Closed bartlomiejb closed 6 hours ago
Interesting observation.
I see that the PHP docs now contain a warning on the filter page, and the same, as a note, on the runtime config page: https://www.php.net/manual/en/filter.configuration.php.
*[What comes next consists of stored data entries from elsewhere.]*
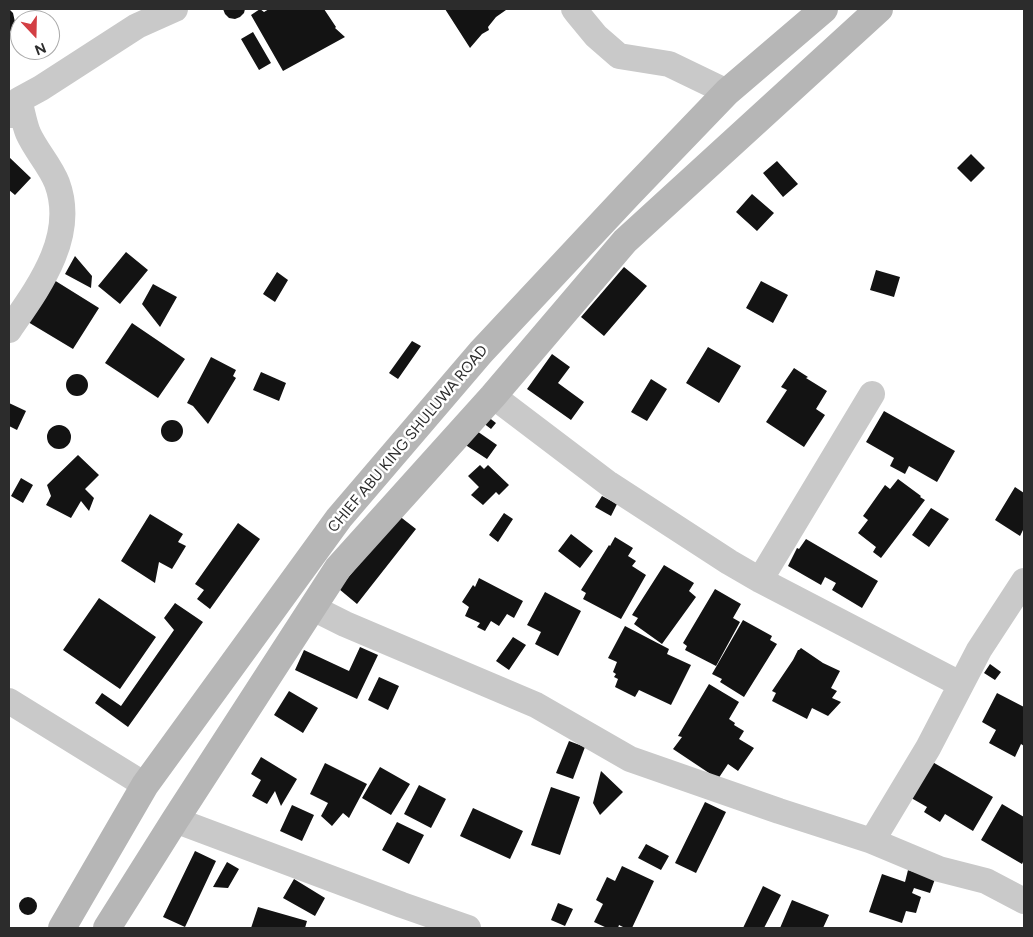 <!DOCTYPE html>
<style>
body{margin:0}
#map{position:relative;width:1033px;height:937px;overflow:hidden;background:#fff;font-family:Figtree,sans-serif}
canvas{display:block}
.frame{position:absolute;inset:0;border:10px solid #2c2c2c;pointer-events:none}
.north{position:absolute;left:10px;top:10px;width:50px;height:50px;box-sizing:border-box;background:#fff;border:1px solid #ababab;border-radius:50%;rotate:159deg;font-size:14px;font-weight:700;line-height:20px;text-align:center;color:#2c2c2c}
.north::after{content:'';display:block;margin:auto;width:18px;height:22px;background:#d33f44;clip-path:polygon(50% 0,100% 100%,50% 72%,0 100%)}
</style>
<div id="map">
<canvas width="1033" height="937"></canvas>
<div class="frame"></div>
<div class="north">N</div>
</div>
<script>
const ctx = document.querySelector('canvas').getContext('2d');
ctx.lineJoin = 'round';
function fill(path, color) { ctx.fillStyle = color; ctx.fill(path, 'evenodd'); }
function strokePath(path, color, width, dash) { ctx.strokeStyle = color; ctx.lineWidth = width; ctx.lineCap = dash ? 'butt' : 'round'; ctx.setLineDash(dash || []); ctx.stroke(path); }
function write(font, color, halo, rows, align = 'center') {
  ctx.font = font + ' Figtree,sans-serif'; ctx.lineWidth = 5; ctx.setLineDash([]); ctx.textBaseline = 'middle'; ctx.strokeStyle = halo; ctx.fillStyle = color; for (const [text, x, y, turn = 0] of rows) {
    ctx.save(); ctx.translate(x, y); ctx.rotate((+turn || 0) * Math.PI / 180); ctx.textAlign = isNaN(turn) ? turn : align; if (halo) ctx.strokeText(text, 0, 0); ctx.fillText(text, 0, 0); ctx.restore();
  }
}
const building = new Path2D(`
 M9,9L13,13L15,22L14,27L9,33Z
 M223,9H245L244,13L240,17L235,19L229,18L225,14Z
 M260,9L264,12L269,9H324L336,27L335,28L345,37L283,71L251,15Z
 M445,9H505L506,10L496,17L488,27L489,30L482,34L470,48Z
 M253,32L271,63L259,70L241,39Z
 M971,154L985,168L971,182L957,168Z
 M9,157L31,178L15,195L9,190Z
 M777,161L798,184L783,197L763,173Z
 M752,194L774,213L757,231L736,212Z
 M126,252L148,270L120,304L98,286Z
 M75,256L92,276L91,288L65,274Z
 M624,267L647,286L604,336L581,317Z
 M876,270L900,277L894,297L870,290Z
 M277,272L288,280L275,302L263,294Z
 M54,280L99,308L73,349L28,322Z
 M761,281L788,295L773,323L746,308Z
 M153,284L177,297L160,327L142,304Z
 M132,323L185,359L158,398L105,363Z
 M412,341L421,346L398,379L389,373Z
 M708,347L741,366L719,403L686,383Z
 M552,354L570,367L558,383L584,402L571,420L527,389Z
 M211,357L236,370L233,376L236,378L208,424L193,406L187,403Z
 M794,368L808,377L806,378L827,391L816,409L825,415L804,447L766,422L787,390L781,387Z
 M261,372L286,383L279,401L253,390Z
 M66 385a11 11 0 1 1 22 0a11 11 0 1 1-22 0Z
 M651,379L667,389L647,421L631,412Z
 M9,403L26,411L17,430L9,426Z
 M884,411L955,451L937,482L909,466L905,474L890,466L894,458L866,442Z
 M483,413L496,423L491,429L478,419Z
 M161 431a11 11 0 1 1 22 0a11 11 0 1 1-22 0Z
 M47 437a12 12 0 1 1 24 0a12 12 0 1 1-24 0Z
 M474,429L497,445L487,459L464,444Z
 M78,455L99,475L85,489L94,498L89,511L81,501L71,518L46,505L51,496L47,485Z
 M480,465L484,469L488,465L509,485L499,495L496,492L483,505L471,495L479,487L468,476Z
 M21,478L33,485L23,503L11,496Z
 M898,479L921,496L920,497L925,500L881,558L873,552L876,547L858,533L868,520L863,516L885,485L890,489Z
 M1015,487L1024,493V531L1023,530L1020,536L995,520Z
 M602,496L617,504L611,516L595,507Z
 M931,508L949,519L929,547L912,535Z
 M504,513L513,519L498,542L489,535Z
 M150,514L183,534L178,542L186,546L172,569L159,562L155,583L121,561Z
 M398,515L416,529L357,604L339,589Z
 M238,523L260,539L210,609L197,599L204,590L195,584Z
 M571,534L593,551L580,568L558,551Z
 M615,537L633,548L628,556L636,561L632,566L646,575L621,619L583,599L586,593L581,590L609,545L610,546Z
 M806,539L878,581L862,608L832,590L836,583L825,577L821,585L788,566L797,548L799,549Z
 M664,565L694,583L689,591L696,597L662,644L634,624L638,618L632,615Z
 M479,578L523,601L514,618L507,614L499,626L491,621L485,631L477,627L480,623L465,616L469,607L462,602L473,585L475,587Z
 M715,589L741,604L733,618L740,622L716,666L685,650L687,646L683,643Z
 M545,592L581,611L558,656L535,644L541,632L527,625Z
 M99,598L156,637L120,689L63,650Z
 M175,603L203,622L128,727L95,703L102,693L121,706L174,630L164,618Z
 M743,620L772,636L770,640L777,644L744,697L720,682L722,679L712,674Z
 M625,626L669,649L667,654L691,665L671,705L639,690L635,697L615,687L618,679L614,677L616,674L613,672L617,662L608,658Z
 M513,637L526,645L509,670L496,661Z
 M360,647L378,655L357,699L295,670L304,650L349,671Z
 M801,648L823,663L840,671L831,688L837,691L832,698L841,702L828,716L812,708L807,719L772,701L776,693L772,691L793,660L798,650H799Z
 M990,664L1001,672L995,680L984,673Z
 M379,677L399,686L388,710L368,700Z
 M709,684L739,702L729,719L735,723L734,725L744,731L739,739L754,748L738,771L728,764L718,779L673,749L682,737L678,736Z
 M289,691L318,708L303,733L274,715Z
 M997,693L1024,707V746L1021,744L1015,757L989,743L996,730L982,722Z
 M569,741L585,747L573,779L556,773Z
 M261,757L297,779L281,806L275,791L267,804L252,796L261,780L251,774Z
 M929,760L993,797L973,831L945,814L940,822L924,812L927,807L906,795Z
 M325,763L367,784L349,818L343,813L332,826L321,816L328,803L310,794Z
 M380,767L410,784L391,815L362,798Z
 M601,771L623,792L600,815L593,803Z
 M419,785L446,799L431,828L404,814Z
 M551,787L580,797L560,855L531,845Z
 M705,802L726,812L696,873L675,863Z
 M1002,804L1024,817V860L1022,864L981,840Z
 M292,805L314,815L302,841L280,831Z
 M473,808L523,831L510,859L460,836Z
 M397,822L424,835L409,864L382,850Z
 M646,844L669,856L661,870L638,858Z
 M195,851L216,861L185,927L163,917Z
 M227,862L239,869L228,888L213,887Z
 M622,866L654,881L632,928H625L619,925L618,928H607L594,922L603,904L596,900L607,877L615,881Z
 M908,870L935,879L930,893L914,888L912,893L921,897L916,913L906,911L902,923L869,912L882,874L905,882Z
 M294,879L325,898L315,916L283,898Z
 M763,886L781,895L764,928H743Z
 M19 906a9 9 0 1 1 18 0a9 9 0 1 1-18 0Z
 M792,900L829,915L823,928H780Z
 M558,903L573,909L565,926L551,920Z
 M258,907L307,921L305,928H251Z`);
const street = new Path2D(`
 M574,9L577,13L596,36L619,56L669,64L727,92
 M11,115L19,100L41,88L137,26L175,9
 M9,330C38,288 77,237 57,183C50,165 36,151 28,133C24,123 22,110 19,100
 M493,396L609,484L729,562L760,580L960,684
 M760,580L872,394
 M1024,581L979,650L928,748L872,841L939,869L986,881L1024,901
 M313,608L345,624L536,705L630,759L779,811L872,841
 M9,701L145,785
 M175,820L402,905L468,928`);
const secondary = new Path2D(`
 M62,928L145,785L339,518L481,352L628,195L727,92L824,9
 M107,928L175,820L338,568L493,396L625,241L879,9`);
const streetNames = [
 ["CHIEF ABU KING SHULUWA ROAD",408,439,-50]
];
fill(building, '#131313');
strokePath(street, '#c9c9c9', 26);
strokePath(secondary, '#b6b6b6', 28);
write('15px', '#2c2c2c', '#fff', streetNames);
</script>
Those ini settings can not be set at runtime, so useless to fix this issue in the code.
I assume you've seen comment https://www.php.net/manual/en/filter.filters.sanitize.php#129098 too?
<?php
error_reporting(E_ALL);
function filter_string_polyfill(string $string): string
{
$str = preg_replace('/\x00|<[^>]*>?/', '', $string);
return str_replace(["'", '"'], [''', '"'], $str);
}
$string = "óÓ";
echo filter_var($string,FILTER_SANITIZE_STRING).PHP_EOL;
echo htmlspecialchars($string).PHP_EOL;
echo strip_tags($string).PHP_EOL;
echo htmlspecialchars(strip_tags($string,ENT_QUOTES)).PHP_EOL;
echo filter_string_polyfill($string).PHP_EOL;
Thanks for a quick reply!
Yeah, I saw the comment with this proposed polyfill and I think it is a good one and we can use it instead of the current solution in Security::strip_tags(). Should I prepare a patch or could you do it, please? It would be nice to have it fixed on "1.9/develop". One note however - it is NOT an exact replacement! But I guess it is close enough.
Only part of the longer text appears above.